I recalled a story that Mike Scully had told me earlier, about the most intense laughter he had ever heard in the rewrite room. The incident had occurred several years before, on a day when the staff was working on a subplot in which Homer, at a police auction, buys an impounded muscle car that formerly belonged to the town’s resident criminal, Snake. Snake wants the car back, so he escapes from jail and contrives a recovery scheme worthy of Wile E. Coyote: he stretches a wire across a road in the hope of decapitating Homer as he drives by. The wire misses Homer, but his car is followed closely by another.
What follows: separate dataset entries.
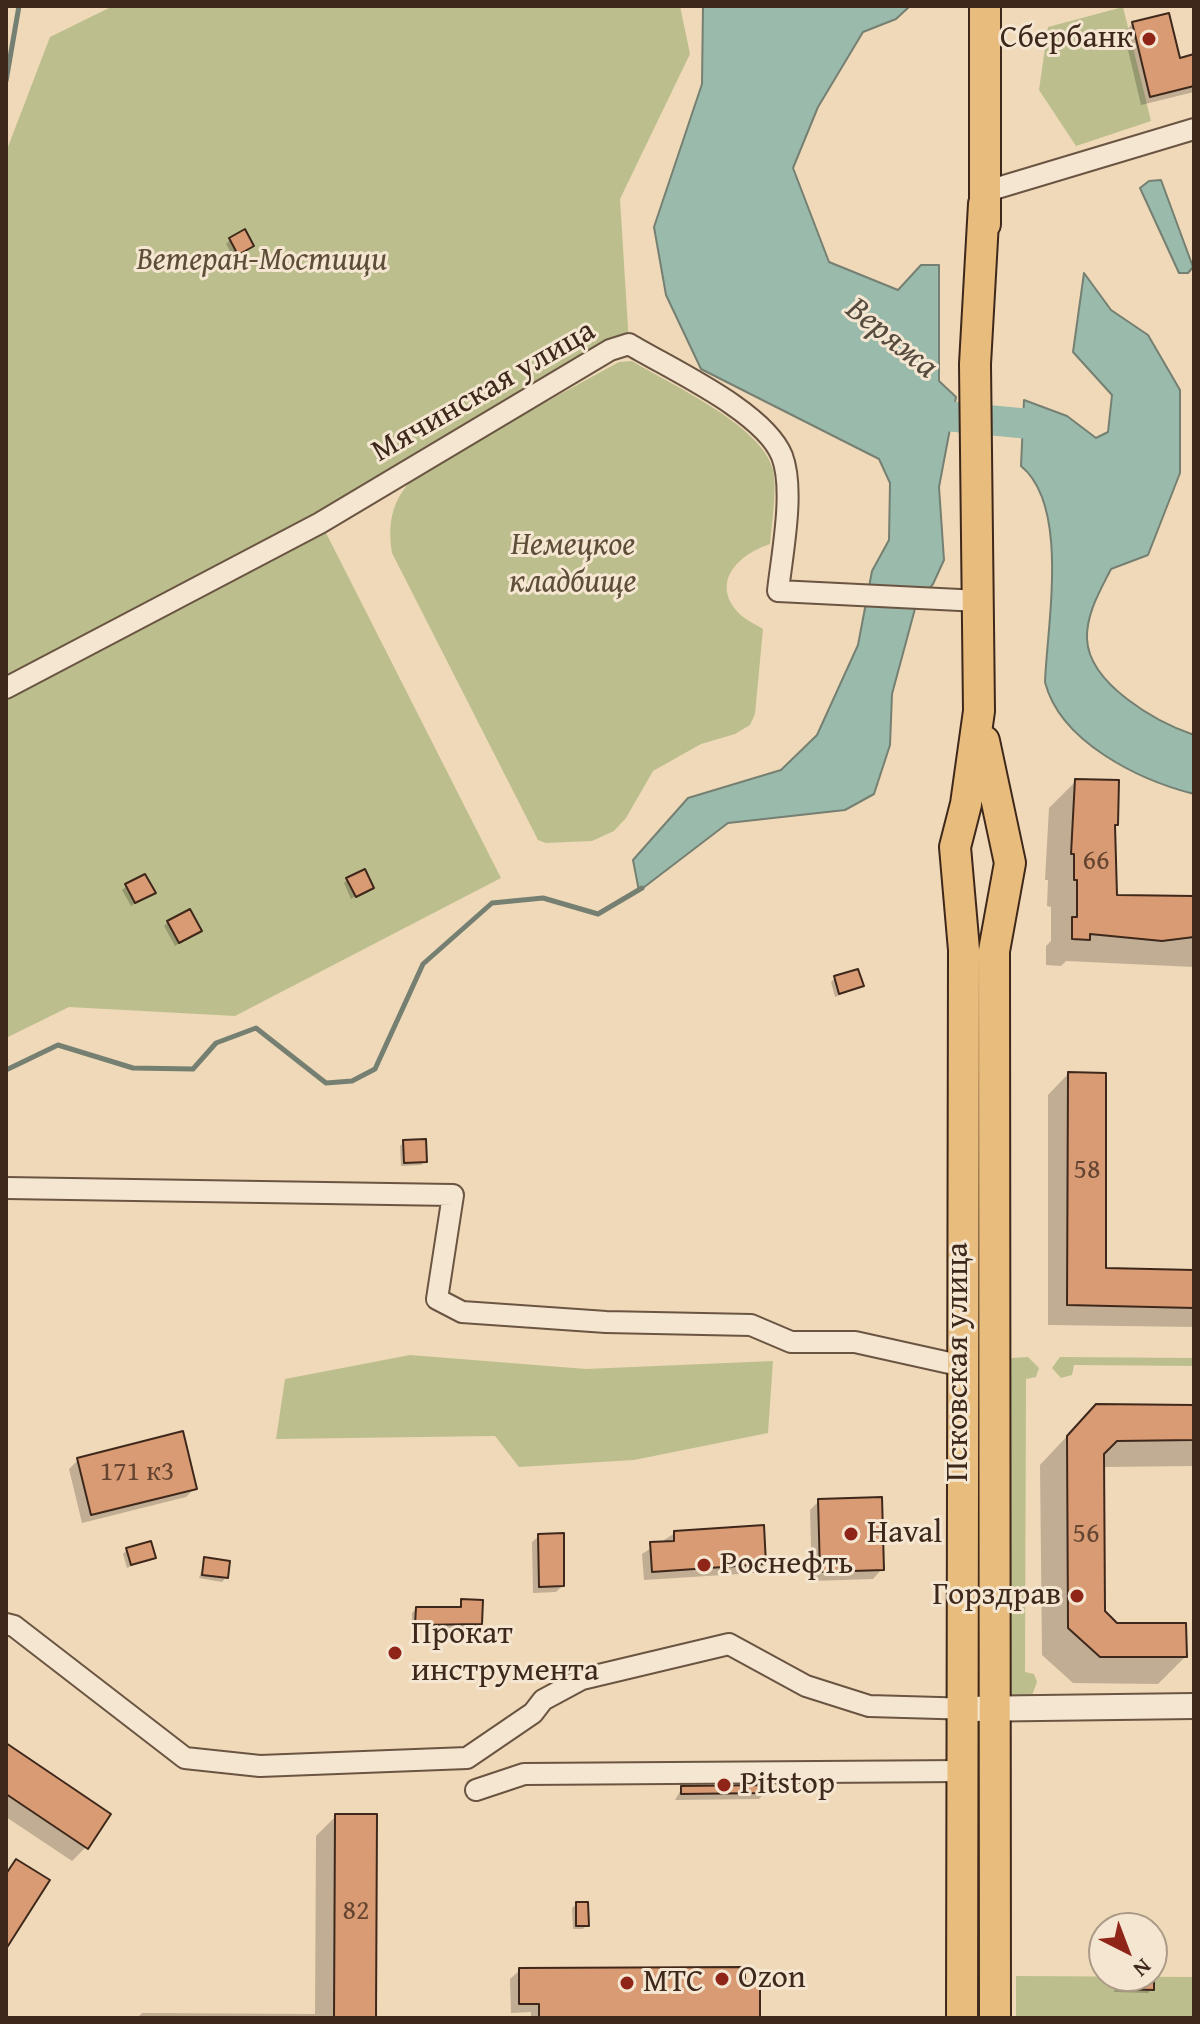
<!DOCTYPE html>
<meta charset="utf-8">
<style>
body{margin:0}
#map{position:relative;width:1200px;height:2024px;overflow:hidden;background:#f0d9b8;font-family:"Gentium Book Plus",serif}
canvas{display:block}
.frame{position:absolute;inset:0;border:8px solid #3e281b;pointer-events:none}
.north{position:absolute;left:1088px;top:1912px;width:80px;height:80px;box-sizing:border-box;background:#f5e6d1;border:2px solid #ac9a88;border-radius:50%;rotate:138deg;font-size:22px;font-weight:700;line-height:32px;text-align:center;color:#3e281b}
.north::after{content:'';display:block;margin:auto;width:28px;height:36px;background:#8f2418;clip-path:polygon(50% 0,100% 100%,50% 72%,0 100%)}
</style>
<div id="map">
<canvas width="1200" height="2024"></canvas>
<div class="frame"></div>
<div class="north">N</div>
</div>
<script>
const ctx = document.querySelector('canvas').getContext('2d');
ctx.lineJoin = 'round';
function paint(path, color) { ctx.fillStyle = color; ctx.fill(path, 'evenodd'); }
function strokePath(path, color, width, dash) { ctx.strokeStyle = color; ctx.lineWidth = width; ctx.lineCap = dash ? 'butt' : 'round'; ctx.setLineDash(dash || []); ctx.stroke(path); }
function drawText(font, color, halo, rows, align = 'center') {
  ctx.font = font + ' "Gentium Book Plus",serif'; ctx.lineWidth = 6; ctx.setLineDash([]); ctx.textBaseline = 'middle'; ctx.strokeStyle = halo; ctx.fillStyle = color; for (const [text, x, y, turn = 0] of rows) {
    ctx.save(); ctx.translate(x, y); ctx.rotate((+turn || 0) * Math.PI / 180); ctx.textAlign = isNaN(turn) ? turn : align; if (halo) ctx.strokeText(text, 0, 0); ctx.fillText(text, 0, 0); ctx.restore();
  }
}
paint(new Path2D(`
 M 113,6 L 680,6 L 690,54 L 620,199 L 629,344 L 321,523 L 501,878 L 235,1016 L 69,1007 L 6,1038 L 6,152 L 50,37 Z
 M 1123,7 L 1151,121 L 1076,146 L 1039,90 L 1048,27 Z
 M 632,361 C 671,385 769,428 774,475 C 776,497 772,522 770,544 C 742,553 711,579 736,610 C 742,618 755,624 763,629 L 755,714 L 750,725 L 735,734 L 701,744 L 653,771 L 626,818 L 614,831 L 592,841 L 546,843 L 538,840 L 392,553 C 386,515 396,490 427,467 L 619,362 Z
 M 410,1355 L 586,1369 L 773,1361 L 768,1433 L 634,1460 L 519,1467 L 495,1436 L 276,1439 L 285,1379 Z
 M 1028,1357 L 1039,1368 L 1036,1377 L 1026,1379 L 1025,1672 L 1034,1674 L 1037,1682 L 1031,1698 L 1010,1697 L 1008,1694 L 1007,1364 L 1012,1358 Z
 M 1060,1357 L 1194,1358 L 1194,1366 L 1074,1365 L 1072,1375 L 1061,1378 L 1052,1368 Z
 M 1016,1976 L 1194,1977 L 1194,2018 L 1016,2018 Z`), '#bcbf8d');
const water = new Path2D(`
 M 703,6 L 910,6 L 896,19 L 863,32 L 818,107 L 793,168 L 829,262 L 898,290 L 921,265 L 939,265 L 939,381 L 956,397 L 939,487 L 944,560 L 933,584 L 916,605 L 892,694 L 890,745 L 874,794 L 845,810 L 728,823 L 639,891 L 633,860 L 688,798 L 781,770 L 817,735 L 858,645 L 872,571 L 889,540 L 890,483 L 879,459 L 701,369 L 666,295 L 654,227 L 702,84 Z
 M 1161,180 L 1193,267 L 1188,273 L 1179,273 L 1140,188 L 1149,181 Z
 M 1084,273 L 1111,310 L 1148,335 L 1180,390 L 1180,473 L 1148,555 L 1111,569 C 1100,591 1086,614 1087,639 C 1089,684 1156,722 1194,735 L 1194,794 C 1139,780 1060,742 1045,682 C 1047,625 1070,506 1021,466 L 1024,400 L 1067,416 L 1096,438 L 1108,432 L 1112,395 L 1073,352 Z`);
paint(water, '#9abaac');
strokePath(water, '#758072', 2);
paint(new Path2D(`
 M 1133,23 L 1178,60 L 1194,56 L 1194,92 L 1141,105 L 1124,33 Z
 M 230,240 L 252,246 L 234,258 L 226,244 Z
 M 1076,781 L 1116,824 L 1113,828 L 1115,897 L 1194,898 L 1194,967 L 1066,961 L 1061,966 L 1046,965 L 1046,946 L 1051,941 L 1051,907 L 1047,906 L 1048,880 L 1045,880 L 1049,808 Z
 M 348,879 L 371,887 L 351,899 L 344,883 Z
 M 127,886 L 153,893 L 131,906 L 122,890 Z
 M 168,922 L 199,931 L 175,946 L 164,926 Z
 M 835,978 L 862,986 L 835,997 L 831,982 Z
 M 1068,1074 L 1104,1270 L 1194,1272 L 1194,1327 L 1048,1325 L 1048,1095 Z
 M 404,1142 L 425,1161 L 421,1165 L 401,1166 L 400,1146 Z
 M 1194,1407 L 1194,1466 L 1102,1467 L 1103,1612 L 1116,1625 L 1185,1657 L 1158,1684 L 1073,1683 L 1042,1655 L 1040,1465 L 1069,1434 Z
 M 78,1460 L 195,1488 L 186,1497 L 82,1523 L 69,1469 Z
 M 819,1501 L 882,1569 L 873,1579 L 812,1581 L 810,1510 Z
 M 675,1533 L 764,1564 L 755,1573 L 644,1580 L 642,1554 Z
 M 539,1536 L 562,1586 L 556,1592 L 533,1593 L 532,1542 Z
 M 127,1550 L 154,1557 L 127,1568 L 123,1554 Z
 M 205,1559 L 226,1577 L 222,1582 L 199,1578 Z
 M 462,1601 L 480,1624 L 476,1628 L 412,1628 L 412,1613 L 416,1609 L 458,1609 Z
 M 6,1746 L 86,1847 L 72,1861 L 6,1817 Z
 M 682,1788 L 766,1792 L 759,1799 L 675,1800 Z
 M 336,1816 L 374,2018 L 137,2018 L 142,2013 L 315,2014 L 316,1836 Z
 M 577,1904 L 587,1925 L 583,1929 L 573,1929 L 572,1908 Z
 M 520,1970 L 743,1985 L 758,2018 L 531,2018 L 531,2012 L 511,2013 L 510,1979 Z
 M 1118,1976 L 1152,1976 L 1152,1989 L 1148,1993 L 1114,1992 Z`), '#0003');
strokePath(new Path2D(`
 M 6,81 L 19,6
 M 6,1070 L 58,1045 L 133,1068 L 193,1069 L 216,1043 L 256,1028 L 326,1083 L 352,1081 L 375,1069 L 423,964 L 492,903 L 543,898 L 598,914 L 642,888`), '#758072', 5);
strokePath(new Path2D(`
 M 914,406 L 924,414 L 1030,424 L 1056,443`), '#9abaac', 30);
const building = new Path2D(`
 M 1169,13 L 1180,58 L 1194,54 L 1194,86 L 1150,97 L 1132,22 Z
 M 245,229 L 254,246 L 238,255 L 229,238 Z
 M 1075,779 L 1119,780 L 1118,825 L 1115,825 L 1117,895 L 1194,896 L 1194,937 L 1162,941 L 1090,934 L 1090,940 L 1072,939 L 1072,917 L 1077,917 L 1077,880 L 1074,880 L 1074,854 L 1071,854 Z
 M 365,869 L 374,888 L 356,897 L 346,878 Z
 M 145,874 L 156,893 L 135,903 L 125,884 Z
 M 190,909 L 202,931 L 179,943 L 167,921 Z
 M 858,969 L 864,986 L 839,994 L 834,976 Z
 M 1068,1072 L 1106,1073 L 1106,1268 L 1194,1270 L 1194,1308 L 1067,1305 Z
 M 426,1139 L 427,1162 L 404,1163 L 403,1140 Z
 M 1096,1404 L 1194,1405 L 1194,1440 L 1117,1441 L 1104,1454 L 1105,1611 L 1117,1623 L 1186,1623 L 1187,1657 L 1100,1657 L 1068,1628 L 1067,1436 Z
 M 183,1431 L 197,1489 L 91,1515 L 77,1458 Z
 M 882,1497 L 884,1570 L 820,1572 L 818,1499 Z
 M 764,1525 L 766,1564 L 652,1572 L 650,1542 L 674,1541 L 674,1531 Z
 M 564,1533 L 564,1586 L 539,1587 L 538,1534 Z
 M 151,1541 L 156,1558 L 131,1565 L 126,1548 Z
 M 204,1557 L 230,1561 L 228,1578 L 202,1575 Z
 M 461,1599 L 483,1600 L 482,1624 L 415,1625 L 416,1607 L 461,1607 Z
 M 6,1743 L 111,1814 L 88,1849 L 6,1794 Z
 M 768,1785 L 768,1793 L 681,1794 L 681,1786 Z
 M 335,1814 L 377,1814 L 376,2018 L 334,2018 Z
 M 16,1859 L 50,1880 L 6,1949 L 6,1874 Z
 M 576,1902 L 588,1902 L 589,1926 L 576,1926 Z
 M 745,1967 L 745,1983 L 760,1982 L 760,2018 L 539,2018 L 539,2004 L 519,2004 L 519,1968 Z
 M 1118,1976 L 1154,1976 L 1154,1990 L 1117,1989 Z`);
paint(building, '#d99b73');
strokePath(building, '#3e281b', 2);
const minor = new Path2D(`
 M 984,192 L 1194,129
 M 6,688 L 320,523 L 610,350 L 629,344 C 670,369 764,411 782,456 C 795,490 782,554 778,591 L 980,601
 M 6,1188 L 453,1195 L 437,1299 L 462,1312 L 606,1322 L 751,1325 L 791,1342 L 855,1342 L 963,1366
 M 6,1624 L 14,1626 L 185,1758 L 260,1766 L 467,1758 L 533,1713 L 543,1700 L 582,1679 L 729,1644 L 806,1686 L 869,1706 L 974,1709
 M 476,1790 L 524,1774 L 963,1771`);
const tertiary = new Path2D(`
 M 964,1709 L 1194,1706`);
const primary = new Path2D(`
 M 985,224 L 985,6
 M 984,741 L 1010,863 L 994,951 L 995,2018
 M 962,2018 L 964,950 L 955,847 L 966,804 L 979,711 L 975,364 L 984,204`);
strokePath(minor, '#6a5442', 24);
strokePath(tertiary, '#6a5442', 28);
strokePath(primary, '#3e281b', 34);
strokePath(minor, '#f5e6d1', 20);
strokePath(tertiary, '#f5e6d1', 24);
strokePath(primary, '#e8bc7c', 30);
for (const [x, y, r, color] of [
 [1149,39,8,"#8f2418"],
 [851,1534,8,"#8f2418"],
 [704,1565,8,"#8f2418"],
 [1077,1596,8,"#8f2418"],
 [395,1653,8,"#8f2418"],
 [724,1785,8,"#8f2418"],
 [722,1979,8,"#8f2418"],
 [627,1983,8,"#8f2418"]
]) { const dot = new Path2D(); dot.arc(x, y, r, 0, 2 * Math.PI); ctx.fillStyle = color; ctx.fill(dot); strokePath(dot, '#f5e6d1', 3); }
drawText('28px', '#654531', null, [
 ["66",1096,862],
 ["58",1087,1171],
 ["171 к3",137,1473],
 ["56",1086,1535],
 ["82",356,1912]
]);
drawText('32px', '#3e281b', '#f5e6d1', [
 ["Сбербанк",1133,39,"right"],
 ["Haval",867,1534],
 ["Роснефть",720,1565],
 ["Горздрав",1061,1596,"right"],
 ["Прокат",411,1635],
 ["инструмента",411,1672],
 ["Pitstop",740,1785],
 ["Ozon",738,1979],
 ["МТС",643,1983]
], 'left');
drawText('italic 32px', '#5e4e38', '#f5e6d1', [
 ["Ветеран-Мостищи",262,261],
 ["Немецкое",573,546],
 ["кладбище",573,583]
]);
drawText('32px', '#3e281b', '#f5e6d1', [
 ["Мячинская улица",484,392,-30],
 ["Псковская улица",959,1362,-90]
]);
drawText('italic 34px', '#554c3f', '#f5e6d1', [
 ["Веряжа",891,339,39]
]);
</script>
"The driver of the second car is holding a sandwich at a ridiculous angle high up over his head and saying, ‘I told that idiot to slice my sandwich,"’ Scully explained. "That’s where we were going with the joke. But then George suddenly said, ‘What if the wire cuts off his arm?’ That made the people in the room laugh so hard that they were coughing they were literally choking because the joke was so unexpected.
That’s a great joke, where you’re set up for one payoff only to be led somewhere completely different.
So I was pleased when this week’s episode of The Office was able to deliver on a similar (but not as gruesome) joke. The setup is this: Mike, Jim, and Dwight have recruited Meredith to pretend to be the CEO of an imaginary company. She calls a meeting with a rival salesman played by Timothy Olyphant so that the gang can watch his sales pitch and steal his ideas.
However, because Olyphant is – as the episode goes to great pains to point out – quite the looker, Meredith abandons the plan and attempts to seduce him.
So, the gang calls in Oscar. The new plan is for Oscar to pretend to be a vice president or something similar who must summon away Meredith to tend to other matters while Oscar takes her place.
Now, Oscar is the only openly gay character on the show, so the obvious joke we’re expecting is that Oscar will take Meredith’s place and then start going ga-ga himself for the dreamboat salesman. I’m sure the writers could make this work, but it’s too expected. Too, oh, let’s say CBS.
Instead, as soon as Oscar enters the room, Meredith looks up and immediately says, “Oh. This is Manuel, my cleaning staff. Clean those windows.” Now Oscar must play along and clean windows, and we’re thrust into a situation that’s like an absurdist screwball improv comedy bit, where Meredith has all the power, and everyone around her must play the “Yes, and…” parts, a brilliant payoff to a mundane setup in an insane situation.
So, you can lament all you want that The Office might never top its second season, but it seems to me like the writers have still got it.